As the number of Airtricity League matches being covered live rise from 15 to 28 in 2012 andm with FAI Cup semi-finals and a final also being shown, live domestic coverage will rise to 30 games before international matches and Champions League games are factored in.

When the Irish Independent sought figures from RTE for the number of rugby, soccer and GAA matches being shown live in 2010 and 2011, the press office replied that more time would be required to collate it. Clearly, it is not the kind of information they are keen to place in the public domain.

But if GAA officials are alarmed and concerned about the dearth of live matches being shown by RTE throughout the year in comparison to other rival sports, then it has to look at its own role in how that situation has evolved.

For many years now, the GAA have been striving to create a market for their product. In successive reports to Congress, the former director-general Liam Mulvihill openly craved a situation where competition could develop to limit the Association's dependency on RTE and, more importantly, drive up revenue.

The balance sheets show that the strategy has worked. Almost €30m was signed off for the last three-year deal and, with only a marginal drop for significantly less games announced last month, media rights are still a healthy earner. In that climate, RTE has had to cut its cloth to fit its budget.

The cost of buying GAA rights has risen substantially. The Association, with the help of a London-based company skilled in broadcast negotiating rights, has 'packaged' its product for optimum effect.


If that squeezes out RTE in terms of price, then that's a consequence the GAA are happy to exist with.

With only a limited package of league fixtures on offer, RTE saw little point in diversifying into league activity as well. There is a reality here, however, that is worth considering for the GAA. Viewing figures consistently show that even highlights packages on RTE will be higher than on other channels' packages.

Two years ago, the 125th anniversary committee of the GAA made contact with RTE in relation to showing the Dublin v Tyrone NFL opener at Croke Park only to discover that the rights were with Setanta.
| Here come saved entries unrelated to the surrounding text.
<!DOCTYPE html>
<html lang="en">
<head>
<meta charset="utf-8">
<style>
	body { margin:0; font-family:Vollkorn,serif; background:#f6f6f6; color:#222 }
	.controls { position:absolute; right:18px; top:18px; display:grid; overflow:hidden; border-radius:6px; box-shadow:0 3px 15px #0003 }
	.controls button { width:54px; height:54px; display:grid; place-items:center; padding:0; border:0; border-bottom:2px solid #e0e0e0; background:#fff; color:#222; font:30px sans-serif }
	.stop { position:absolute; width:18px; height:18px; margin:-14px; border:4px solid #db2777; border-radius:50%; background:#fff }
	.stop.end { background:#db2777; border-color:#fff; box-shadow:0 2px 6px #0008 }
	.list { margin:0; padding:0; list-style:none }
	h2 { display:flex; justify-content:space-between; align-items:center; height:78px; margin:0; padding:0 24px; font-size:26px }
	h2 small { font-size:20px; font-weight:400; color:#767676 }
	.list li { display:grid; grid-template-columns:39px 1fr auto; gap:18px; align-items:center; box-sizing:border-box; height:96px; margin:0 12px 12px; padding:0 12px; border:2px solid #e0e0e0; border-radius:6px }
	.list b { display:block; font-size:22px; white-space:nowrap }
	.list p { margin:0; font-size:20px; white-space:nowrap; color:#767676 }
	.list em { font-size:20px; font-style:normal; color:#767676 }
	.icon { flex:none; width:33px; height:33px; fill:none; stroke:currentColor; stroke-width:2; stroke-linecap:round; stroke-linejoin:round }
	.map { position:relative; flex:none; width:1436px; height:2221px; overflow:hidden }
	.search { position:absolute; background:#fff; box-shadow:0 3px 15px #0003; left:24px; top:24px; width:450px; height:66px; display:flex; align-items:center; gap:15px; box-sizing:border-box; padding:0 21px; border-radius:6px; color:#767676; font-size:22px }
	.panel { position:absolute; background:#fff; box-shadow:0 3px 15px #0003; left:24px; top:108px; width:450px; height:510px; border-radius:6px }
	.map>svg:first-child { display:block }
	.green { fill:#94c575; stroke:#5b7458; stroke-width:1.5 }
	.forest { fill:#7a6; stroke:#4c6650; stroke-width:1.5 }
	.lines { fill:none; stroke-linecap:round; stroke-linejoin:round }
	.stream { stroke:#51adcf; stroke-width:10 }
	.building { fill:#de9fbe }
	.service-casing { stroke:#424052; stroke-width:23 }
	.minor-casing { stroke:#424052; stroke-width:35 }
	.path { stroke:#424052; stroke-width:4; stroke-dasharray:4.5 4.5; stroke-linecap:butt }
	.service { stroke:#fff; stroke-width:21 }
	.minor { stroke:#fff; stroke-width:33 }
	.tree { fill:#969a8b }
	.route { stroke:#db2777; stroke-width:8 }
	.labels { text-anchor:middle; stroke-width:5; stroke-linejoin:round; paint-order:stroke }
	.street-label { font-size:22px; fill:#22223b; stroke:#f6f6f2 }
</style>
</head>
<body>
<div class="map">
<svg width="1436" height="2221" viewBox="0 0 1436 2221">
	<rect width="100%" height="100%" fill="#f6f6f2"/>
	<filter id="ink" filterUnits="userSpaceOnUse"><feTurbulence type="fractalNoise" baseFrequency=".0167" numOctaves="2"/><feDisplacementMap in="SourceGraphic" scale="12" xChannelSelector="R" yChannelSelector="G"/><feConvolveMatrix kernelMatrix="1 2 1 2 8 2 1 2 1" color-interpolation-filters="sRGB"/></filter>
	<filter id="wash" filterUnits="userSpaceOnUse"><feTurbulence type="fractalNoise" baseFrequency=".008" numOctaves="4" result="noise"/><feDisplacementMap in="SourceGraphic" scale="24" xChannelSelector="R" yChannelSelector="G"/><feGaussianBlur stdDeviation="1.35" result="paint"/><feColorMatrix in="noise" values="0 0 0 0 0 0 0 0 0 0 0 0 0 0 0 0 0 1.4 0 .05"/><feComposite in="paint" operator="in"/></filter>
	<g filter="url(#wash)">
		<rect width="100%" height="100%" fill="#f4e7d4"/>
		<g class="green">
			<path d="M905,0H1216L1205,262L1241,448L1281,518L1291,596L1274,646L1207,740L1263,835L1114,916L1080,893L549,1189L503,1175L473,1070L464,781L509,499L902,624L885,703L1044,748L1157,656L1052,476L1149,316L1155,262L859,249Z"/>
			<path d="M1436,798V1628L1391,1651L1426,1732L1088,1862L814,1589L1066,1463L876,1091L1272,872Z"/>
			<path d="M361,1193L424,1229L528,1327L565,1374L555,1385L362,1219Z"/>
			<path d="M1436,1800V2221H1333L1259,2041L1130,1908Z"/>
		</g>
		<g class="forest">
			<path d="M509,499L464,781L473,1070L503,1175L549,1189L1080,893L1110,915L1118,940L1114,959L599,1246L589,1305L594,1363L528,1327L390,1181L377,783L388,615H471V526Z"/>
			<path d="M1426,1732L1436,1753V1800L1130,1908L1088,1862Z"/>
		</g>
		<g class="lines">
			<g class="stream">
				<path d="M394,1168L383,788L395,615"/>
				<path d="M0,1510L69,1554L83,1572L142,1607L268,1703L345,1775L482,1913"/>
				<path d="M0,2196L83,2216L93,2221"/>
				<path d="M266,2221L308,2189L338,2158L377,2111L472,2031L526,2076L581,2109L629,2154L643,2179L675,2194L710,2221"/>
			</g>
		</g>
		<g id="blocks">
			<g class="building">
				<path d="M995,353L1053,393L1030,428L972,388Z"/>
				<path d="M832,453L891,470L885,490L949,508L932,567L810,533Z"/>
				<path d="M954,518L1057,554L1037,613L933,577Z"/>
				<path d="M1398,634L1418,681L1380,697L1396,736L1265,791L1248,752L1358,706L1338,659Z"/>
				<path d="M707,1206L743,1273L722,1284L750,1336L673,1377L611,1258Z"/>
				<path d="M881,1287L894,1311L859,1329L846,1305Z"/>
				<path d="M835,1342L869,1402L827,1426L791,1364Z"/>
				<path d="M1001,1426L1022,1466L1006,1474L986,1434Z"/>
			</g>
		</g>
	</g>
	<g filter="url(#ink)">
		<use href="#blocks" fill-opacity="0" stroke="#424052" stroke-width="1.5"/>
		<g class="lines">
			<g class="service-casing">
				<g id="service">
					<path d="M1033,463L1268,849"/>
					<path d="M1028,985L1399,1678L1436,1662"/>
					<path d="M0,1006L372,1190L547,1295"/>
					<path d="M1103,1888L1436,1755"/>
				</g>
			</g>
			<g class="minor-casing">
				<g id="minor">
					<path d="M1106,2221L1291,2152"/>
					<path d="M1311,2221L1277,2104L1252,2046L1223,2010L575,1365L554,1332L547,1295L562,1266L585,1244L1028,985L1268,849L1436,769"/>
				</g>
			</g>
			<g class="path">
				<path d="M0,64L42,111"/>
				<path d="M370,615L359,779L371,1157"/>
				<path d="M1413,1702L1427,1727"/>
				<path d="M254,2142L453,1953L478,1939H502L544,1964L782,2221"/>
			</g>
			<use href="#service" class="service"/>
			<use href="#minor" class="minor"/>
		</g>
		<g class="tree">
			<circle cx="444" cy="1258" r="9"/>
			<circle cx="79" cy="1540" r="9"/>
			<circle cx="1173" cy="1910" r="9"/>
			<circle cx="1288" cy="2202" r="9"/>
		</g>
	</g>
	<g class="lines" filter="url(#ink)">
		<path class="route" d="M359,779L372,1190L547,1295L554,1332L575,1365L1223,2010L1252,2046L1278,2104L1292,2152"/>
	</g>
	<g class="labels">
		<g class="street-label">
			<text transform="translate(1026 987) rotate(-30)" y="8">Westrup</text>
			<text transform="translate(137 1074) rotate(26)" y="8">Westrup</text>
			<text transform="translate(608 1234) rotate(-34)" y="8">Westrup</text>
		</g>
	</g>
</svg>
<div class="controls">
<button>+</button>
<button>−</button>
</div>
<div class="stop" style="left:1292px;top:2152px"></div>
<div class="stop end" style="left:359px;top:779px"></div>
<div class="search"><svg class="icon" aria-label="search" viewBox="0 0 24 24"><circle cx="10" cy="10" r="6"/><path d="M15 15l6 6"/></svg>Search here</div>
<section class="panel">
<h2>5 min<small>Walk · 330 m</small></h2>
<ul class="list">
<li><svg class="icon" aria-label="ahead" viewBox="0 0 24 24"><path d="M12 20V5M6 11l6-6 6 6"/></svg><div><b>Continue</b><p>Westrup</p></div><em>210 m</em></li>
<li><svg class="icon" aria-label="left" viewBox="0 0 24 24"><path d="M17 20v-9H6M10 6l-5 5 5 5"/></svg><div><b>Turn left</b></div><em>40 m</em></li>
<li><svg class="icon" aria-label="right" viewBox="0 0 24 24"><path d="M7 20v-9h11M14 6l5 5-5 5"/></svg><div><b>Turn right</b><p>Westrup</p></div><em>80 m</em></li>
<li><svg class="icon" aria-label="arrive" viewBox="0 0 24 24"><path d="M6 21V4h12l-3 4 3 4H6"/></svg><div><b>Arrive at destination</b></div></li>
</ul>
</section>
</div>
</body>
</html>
So the game was shown on Setanta to a far smaller audience than the committee would have desired. A highlights package later on in the night on RTE attracted far higher viewing figures.

It has to be a concern for the future that the national broadcaster is being fed crumbs in the off-season and appears quite happy with the diet.

That's not the fault of TG4, which has comfortably found its niche away from the fast lane of the championship, and its package of games is thorough and well presented.

Between county finals, provincial and All-Ireland club matches, two International Rules Tests, Sigerson and Fitzgibbon Cup games, National League finals, U-21 championships and four colleges finals, TG4 could see their current schedule of 51 games in 2010 increase to the mid-50s with the addition of midweek college games in 2011.

On top of that, there are 20 ladies games being shown. That's quite a service.

Costello's other point about a magazine programme is a valid one. His contention that there should be something aired on a weekly basis is likely to be addressed in the coming year as part of the new deal.

But on the substantive issue of live matches, it's not all the fault of RTE. Could the GAA not create an alternative live rights package for the league for the national broadcaster if there is alarm at the increase in coverage of rival sports?

And what about the International Rules series, which was lost by RTE to TG4 for economic reasons, too?

The GAA have created a market for others to enter and the value of that has held its own. But the association must live with the consequences of that commercial reality or change the terms.